Cambodia PM Threatens Opposition Leader Kem Sokha With Arrest at Any Time


2016.06.29
Cambodia's Hun Sen Issues a Warning Prime Minister Hun Sen speaking during a graduation ceremony at the Royal University of Phnom Penh, March 17, 2016.
RFA/Brach Chev

Without directly mentioning his name, Cambodian Prime Minister Hun Sen warned opposition leader Kem Sokha that the government can arrest him at any time.

“It is just not the [right] time yet,” Hun Sen said during a speech at the Cambodian customs department on Wednesday. “You said that Hun Sen is afraid of losing the election, but you are in jail forever. No way out. I am telling you, the prisoner, do not be too insolent!”

Hun Sen was reacting to a recent interview Kem Sokha gave to Reuters, in which he said the prime minister was afraid of defeat in Cambodia’s upcoming elections.

“I read the Reuters’ interview saying that Hun Sen is afraid. Of what!?” the prime minister said. “The guy who is now [hiding] behind four-square walls? Come out.”

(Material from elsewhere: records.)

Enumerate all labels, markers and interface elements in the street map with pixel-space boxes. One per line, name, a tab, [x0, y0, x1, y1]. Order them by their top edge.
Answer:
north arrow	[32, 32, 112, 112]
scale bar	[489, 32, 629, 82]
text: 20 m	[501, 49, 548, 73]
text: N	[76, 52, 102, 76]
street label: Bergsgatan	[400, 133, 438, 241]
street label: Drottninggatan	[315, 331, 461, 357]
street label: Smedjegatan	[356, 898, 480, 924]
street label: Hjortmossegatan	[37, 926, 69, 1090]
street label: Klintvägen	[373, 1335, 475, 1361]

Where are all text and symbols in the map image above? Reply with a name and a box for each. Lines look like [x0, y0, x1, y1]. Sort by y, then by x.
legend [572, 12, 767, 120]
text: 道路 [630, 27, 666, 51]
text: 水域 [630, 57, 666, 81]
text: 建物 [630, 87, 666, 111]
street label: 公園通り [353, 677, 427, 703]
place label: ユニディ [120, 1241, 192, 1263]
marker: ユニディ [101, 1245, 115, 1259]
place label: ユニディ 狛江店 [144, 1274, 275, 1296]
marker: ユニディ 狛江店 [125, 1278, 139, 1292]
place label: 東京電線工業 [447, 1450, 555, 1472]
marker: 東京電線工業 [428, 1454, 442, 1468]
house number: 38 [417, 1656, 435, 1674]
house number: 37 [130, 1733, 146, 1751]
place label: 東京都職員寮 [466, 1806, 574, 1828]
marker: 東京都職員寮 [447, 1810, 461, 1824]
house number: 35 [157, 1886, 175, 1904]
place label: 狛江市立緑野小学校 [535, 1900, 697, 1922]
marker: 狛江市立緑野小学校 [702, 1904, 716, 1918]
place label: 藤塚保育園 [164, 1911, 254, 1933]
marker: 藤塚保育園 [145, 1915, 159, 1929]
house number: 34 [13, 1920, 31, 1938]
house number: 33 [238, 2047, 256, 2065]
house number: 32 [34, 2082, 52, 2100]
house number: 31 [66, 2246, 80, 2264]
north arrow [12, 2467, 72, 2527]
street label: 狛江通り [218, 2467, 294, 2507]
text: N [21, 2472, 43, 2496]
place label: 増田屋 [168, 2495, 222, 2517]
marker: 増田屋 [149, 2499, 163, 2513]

Kem Sokha has been holed up in the Cambodia National Rescue Party (CNRP) headquarters since heavily-armed police attempted to arrest him in May after he refused to testify in a pair of defamation cases related to his alleged affair with a young hairdresser.

The CNRP and its supporters claim the charges are a trumped-up attempt to damage the party ahead of elections slated for 2017 and 2018.

While Hun Sen and the Cambodian People’s Party have ruled the country for more than three decades, Cambodia’s ruling party suffered a dramatic drop in support during the country’s last election in 2013.

"What he is scared of most is defeat in the election," Sokha told Reuters. "His strategy is to remove the opposition party leadership, so now he is targeting me."

‘Let it be on you’

Hun Sen also warned donor countries that grant funds to Cambodia’s National Election Committee (NEC) against pressuring the government regarding the election process

“Cambodia dares to pay. Cambodia dares to play,” he said. “Let me inform those donor countries for the election’s registration, do not threaten that this issue will affect the registration process.”

He added: “If you do not help, let it be on you!”

Hun Sen’s warnings come as the CNRP lawmakers met with the party chief Sam Rainsy in Manila. Ou Chanrith, a senior party official, told RFA that the party still believes a peaceful solution to the showdown that has paralyzed Cambodian politics for all of 2016 so far can be worked out

“We will find a solution,” he said. “We will be able to sit down and talk to solve the national issue. The CNRP strongly believes that there will be a political solution.”

Land and jobs

While that may be possible, veteran CNRP lawmaker Son Chhay said Hun Sen is missing the point with his rants.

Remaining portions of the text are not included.